* [Recorded data]
^^^^^^^^^^^^^^^^

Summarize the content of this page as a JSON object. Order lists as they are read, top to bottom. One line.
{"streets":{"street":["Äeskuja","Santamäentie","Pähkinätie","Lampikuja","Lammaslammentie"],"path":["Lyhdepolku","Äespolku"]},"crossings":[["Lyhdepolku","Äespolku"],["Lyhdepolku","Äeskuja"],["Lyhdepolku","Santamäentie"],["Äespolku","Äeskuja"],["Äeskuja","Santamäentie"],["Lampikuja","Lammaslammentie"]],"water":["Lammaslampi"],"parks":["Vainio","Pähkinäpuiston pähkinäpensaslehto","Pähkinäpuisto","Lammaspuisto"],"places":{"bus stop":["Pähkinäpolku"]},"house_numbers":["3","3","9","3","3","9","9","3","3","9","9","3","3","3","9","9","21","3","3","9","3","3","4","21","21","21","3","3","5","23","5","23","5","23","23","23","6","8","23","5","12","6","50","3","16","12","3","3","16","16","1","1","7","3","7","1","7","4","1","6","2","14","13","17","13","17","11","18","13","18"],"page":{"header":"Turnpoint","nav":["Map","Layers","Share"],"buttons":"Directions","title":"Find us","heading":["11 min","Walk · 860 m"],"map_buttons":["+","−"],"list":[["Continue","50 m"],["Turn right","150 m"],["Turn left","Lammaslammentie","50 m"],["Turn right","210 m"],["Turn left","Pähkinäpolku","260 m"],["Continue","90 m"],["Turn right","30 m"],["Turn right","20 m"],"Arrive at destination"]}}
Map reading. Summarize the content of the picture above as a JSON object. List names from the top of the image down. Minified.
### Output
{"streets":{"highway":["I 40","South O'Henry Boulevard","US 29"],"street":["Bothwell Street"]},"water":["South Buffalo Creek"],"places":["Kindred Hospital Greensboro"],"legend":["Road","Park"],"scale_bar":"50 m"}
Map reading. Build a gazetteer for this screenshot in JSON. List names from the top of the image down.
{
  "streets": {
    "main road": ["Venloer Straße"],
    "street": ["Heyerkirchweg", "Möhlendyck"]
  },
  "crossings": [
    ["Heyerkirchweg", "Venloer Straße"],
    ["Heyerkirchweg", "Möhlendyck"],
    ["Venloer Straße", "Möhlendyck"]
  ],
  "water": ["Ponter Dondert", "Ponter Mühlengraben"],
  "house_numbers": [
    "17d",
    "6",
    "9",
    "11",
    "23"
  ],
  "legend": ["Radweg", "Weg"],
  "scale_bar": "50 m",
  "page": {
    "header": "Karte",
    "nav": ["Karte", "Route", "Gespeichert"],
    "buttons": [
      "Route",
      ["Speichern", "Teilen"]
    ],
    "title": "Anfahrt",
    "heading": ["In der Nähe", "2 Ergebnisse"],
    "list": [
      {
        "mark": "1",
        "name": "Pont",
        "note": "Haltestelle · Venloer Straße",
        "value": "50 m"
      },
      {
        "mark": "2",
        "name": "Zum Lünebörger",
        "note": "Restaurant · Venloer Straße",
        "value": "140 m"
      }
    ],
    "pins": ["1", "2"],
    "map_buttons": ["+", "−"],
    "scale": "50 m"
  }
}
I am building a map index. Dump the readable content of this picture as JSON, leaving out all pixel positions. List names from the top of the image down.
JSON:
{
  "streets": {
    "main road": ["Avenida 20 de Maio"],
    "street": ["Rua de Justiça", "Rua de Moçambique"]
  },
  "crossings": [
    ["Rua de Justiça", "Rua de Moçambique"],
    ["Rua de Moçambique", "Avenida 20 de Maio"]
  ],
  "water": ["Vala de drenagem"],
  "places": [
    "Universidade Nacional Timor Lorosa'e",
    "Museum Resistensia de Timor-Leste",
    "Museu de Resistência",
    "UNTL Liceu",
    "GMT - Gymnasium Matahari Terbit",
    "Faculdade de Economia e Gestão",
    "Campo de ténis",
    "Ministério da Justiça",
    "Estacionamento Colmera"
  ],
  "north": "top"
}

^^^^^^^^^^^^^^^^

* [Problem requirements] Retype the records above exactly, so that no line differs from its source.

* [Written solution]
Summarize the content of this page as a JSON object. Order lists as they are read, top to bottom. One line.
{"streets":{"street":["Äeskuja","Santamäentie","Pähkinätie","Lampikuja","Lammaslammentie"],"path":["Lyhdepolku","Äespolku"]},"crossings":[["Lyhdepolku","Äespolku"],["Lyhdepolku","Äeskuja"],["Lyhdepolku","Santamäentie"],["Äespolku","Äeskuja"],["Äeskuja","Santamäentie"],["Lampikuja","Lammaslammentie"]],"water":["Lammaslampi"],"parks":["Vainio","Pähkinäpuiston pähkinäpensaslehto","Pähkinäpuisto","Lammaspuisto"],"places":{"bus stop":["Pähkinäpolku"]},"house_numbers":["3","3","9","3","3","9","9","3","3","9","9","3","3","3","9","9","21","3","3","9","3","3","4","21","21","21","3","3","5","23","5","23","5","23","23","23","6","8","23","5","12","6","50","3","16","12","3","3","16","16","1","1","7","3","7","1","7","4","1","6","2","14","13","17","13","17","11","18","13","18"],"page":{"header":"Turnpoint","nav":["Map","Layers","Share"],"buttons":"Directions","title":"Find us","heading":["11 min","Walk · 860 m"],"map_buttons":["+","−"],"list":[["Continue","50 m"],["Turn right","150 m"],["Turn left","Lammaslammentie","50 m"],["Turn right","210 m"],["Turn left","Pähkinäpolku","260 m"],["Continue","90 m"],["Turn right","30 m"],["Turn right","20 m"],"Arrive at destination"]}}
Map reading. Summarize the content of the picture above as a JSON object. List names from the top of the image down. Minified.
### Output
{"streets":{"highway":["I 40","South O'Henry Boulevard","US 29"],"street":["Bothwell Street"]},"water":["South Buffalo Creek"],"places":["Kindred Hospital Greensboro"],"legend":["Road","Park"],"scale_bar":"50 m"}
Map reading. Build a gazetteer for this screenshot in JSON. List names from the top of the image down.
{
  "streets": {
    "main road": ["Venloer Straße"],
    "street": ["Heyerkirchweg", "Möhlendyck"]
  },
  "crossings": [
    ["Heyerkirchweg", "Venloer Straße"],
    ["Heyerkirchweg", "Möhlendyck"],
    ["Venloer Straße", "Möhlendyck"]
  ],
  "water": ["Ponter Dondert", "Ponter Mühlengraben"],
  "house_numbers": [
    "17d",
    "6",
    "9",
    "11",
    "23"
  ],
  "legend": ["Radweg", "Weg"],
  "scale_bar": "50 m",
  "page": {
    "header": "Karte",
    "nav": ["Karte", "Route", "Gespeichert"],
    "buttons": [
      "Route",
      ["Speichern", "Teilen"]
    ],
    "title": "Anfahrt",
    "heading": ["In der Nähe", "2 Ergebnisse"],
    "list": [
      {
        "mark": "1",
        "name": "Pont",
        "note": "Haltestelle · Venloer Straße",
        "value": "50 m"
      },
      {
        "mark": "2",
        "name": "Zum Lünebörger",
        "note": "Restaurant · Venloer Straße",
        "value": "140 m"
      }
    ],
    "pins": ["1", "2"],
    "map_buttons": ["+", "−"],
    "scale": "50 m"
  }
}
I am building a map index. Dump the readable content of this picture as JSON, leaving out all pixel positions. List names from the top of the image down.
JSON:
{
  "streets": {
    "main road": ["Avenida 20 de Maio"],
    "street": ["Rua de Justiça", "Rua de Moçambique"]
  },
  "crossings": [
    ["Rua de Justiça", "Rua de Moçambique"],
    ["Rua de Moçambique", "Avenida 20 de Maio"]
  ],
  "water": ["Vala de drenagem"],
  "places": [
    "Universidade Nacional Timor Lorosa'e",
    "Museum Resistensia de Timor-Leste",
    "Museu de Resistência",
    "UNTL Liceu",
    "GMT - Gymnasium Matahari Terbit",
    "Faculdade de Economia e Gestão",
    "Campo de ténis",
    "Ministério da Justiça",
    "Estacionamento Colmera"
  ],
  "north": "top"
}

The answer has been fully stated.